Analysis module, for analyzing the parameter for importing data from relevant database and being needed to Kafka, parameter includes being used for Specify the first parameter of Kafka server address and the second parameter for specifying data receiver topic;
Parameter injection module, for carrying out the injection of the first parameter and the second parameter according to the analysis result of analysis module;
Input module, parameter is inputted for user;
Correction verification module, verified for the first parameter inputted to user and the second parameter;
Task judge module, judge whether to be introduced into Kafka task for the input according to user;
Data cutting module, the data read from relevant database are subjected to cutting for Sqoop;
Mapping block, for extracting data line by line from data cutting module, and transmit data to what the first parameter was specified Address;
The message storage of reception is arrived " topic " corresponding catalogue by memory module, Kafka.
Further, Kafka server address is that message pushes destination address.
Further, the parameter that task judge module inputs according to user, whether the parameter of input is detected comprising the first ginseng Number and the second parameter decide whether to be introduced into Kafka task.
Further, carried out by the way that the data extracted from data cutting module are handled and sent it to Kafka Concurrent operation, to ensure the operation of mapping block, data processing include timestamp caused by increase data, from database name And table name information.

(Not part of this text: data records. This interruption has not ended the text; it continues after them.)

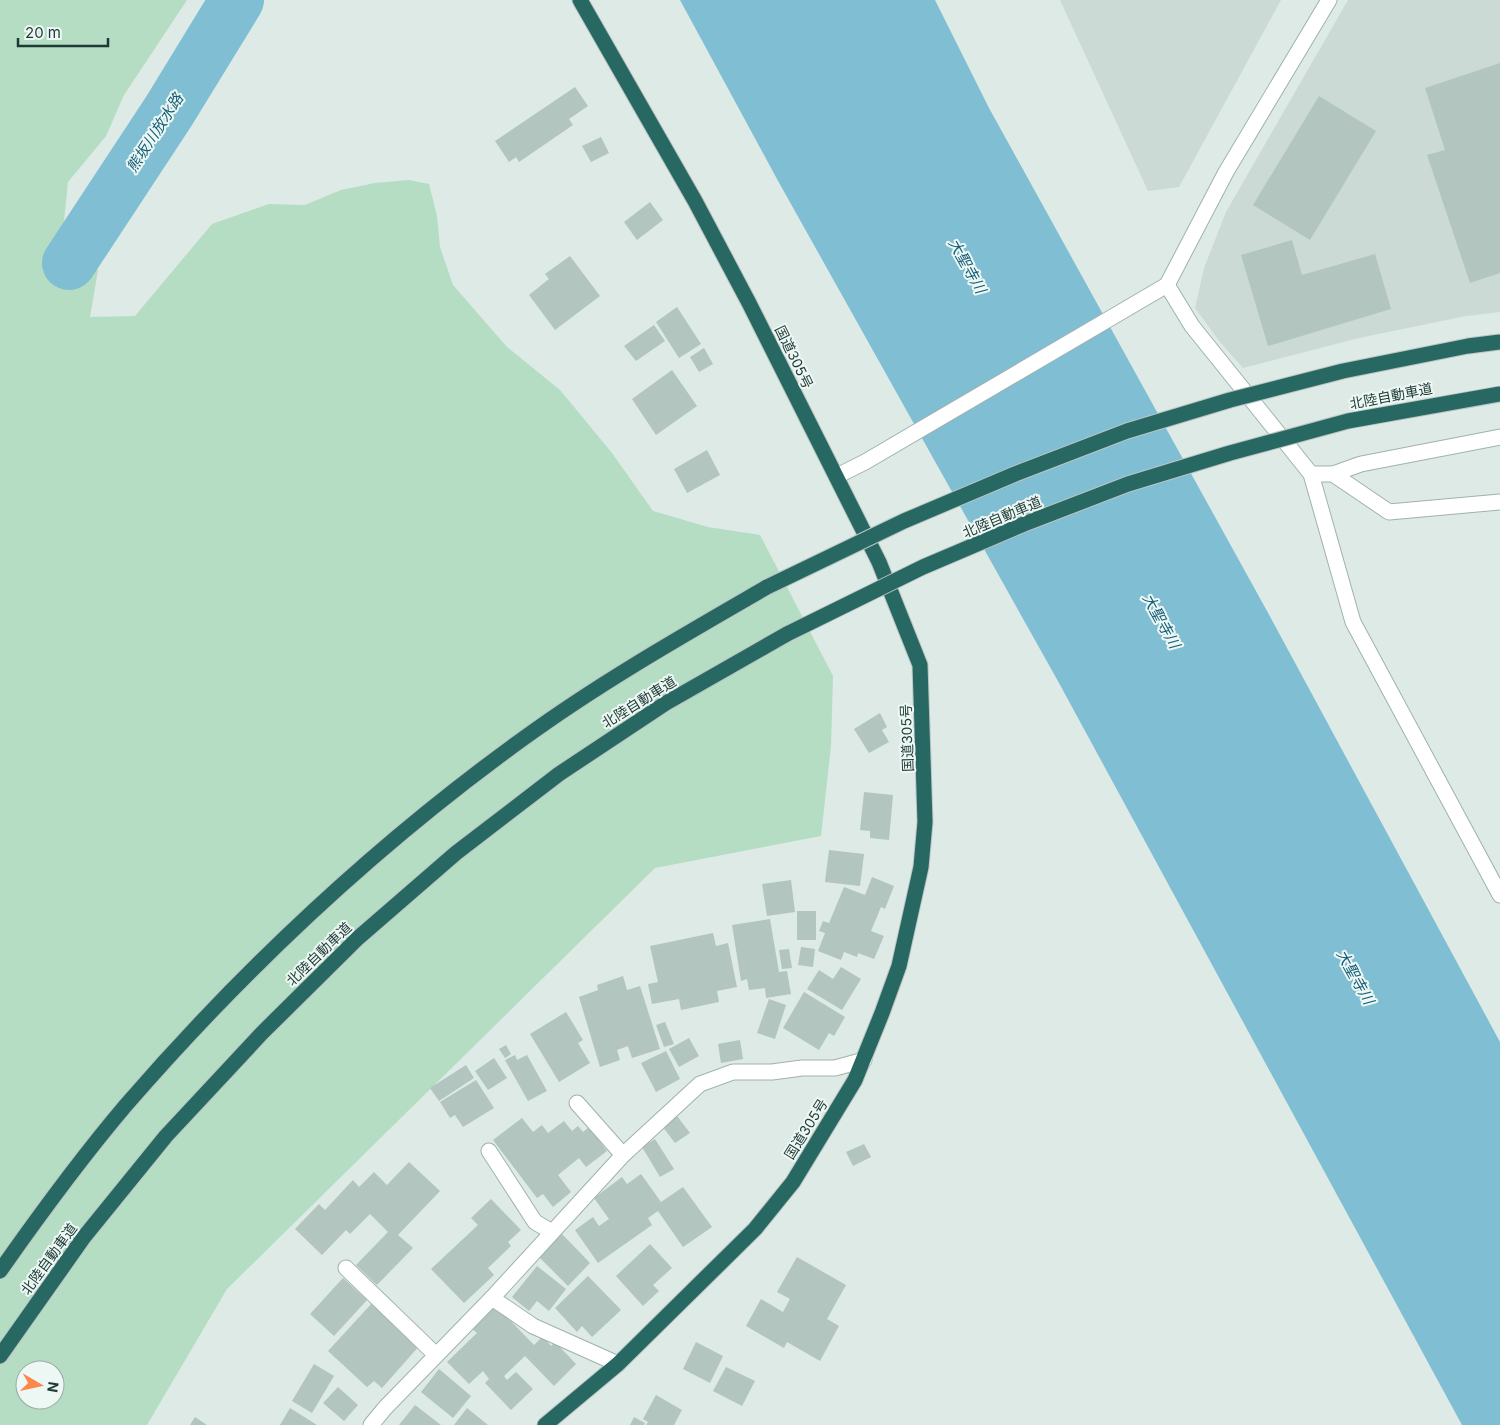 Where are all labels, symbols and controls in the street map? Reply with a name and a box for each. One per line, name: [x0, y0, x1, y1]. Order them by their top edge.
scale bar: [18, 15, 108, 47]
text: 20 m: [25, 23, 61, 42]
water label: 熊坂川放水路: [122, 88, 188, 176]
water label: 大聖寺川: [945, 235, 991, 298]
street label: 国道305号: [772, 322, 817, 391]
street label: 北陸自動車道: [1348, 379, 1434, 412]
street label: 北陸自動車道: [960, 492, 1044, 541]
water label: 大聖寺川: [1139, 590, 1185, 653]
street label: 北陸自動車道: [599, 672, 679, 731]
street label: 国道305号: [897, 704, 916, 772]
street label: 北陸自動車道: [283, 918, 355, 989]
water label: 大聖寺川: [1333, 946, 1379, 1009]
street label: 国道305号: [780, 1095, 831, 1162]
street label: 北陸自動車道: [17, 1220, 80, 1298]
north arrow: [15, 1360, 65, 1410]
text: N: [44, 1381, 63, 1394]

Second aspect, the present invention provide a kind of data from relevant database to Kafka based on Apache Sqoop Introduction method, it is characterised in that including:
SS1:The parameter for importing data from relevant database and being needed to Kafka is analyzed, parameter includes being used to specify Kafka First parameter of server address and the second parameter for specifying data receiver topic;
SS2:The injection of the first parameter and the second parameter is carried out according to the analysis result of analysis module;
SS3:User inputs to parameter;
SS4:The first parameter and the second parameter of user's input are verified;
SS5:Judge whether to be introduced into Kafka task according to the input of user;
SS6:The data read from relevant database are carried out cutting by Sqoop;
SS7:Data are extracted line by line, and transmit data to the address that the first parameter is specified;
SS8:The message storage of reception is arrived " topic " corresponding catalogue by Kafka.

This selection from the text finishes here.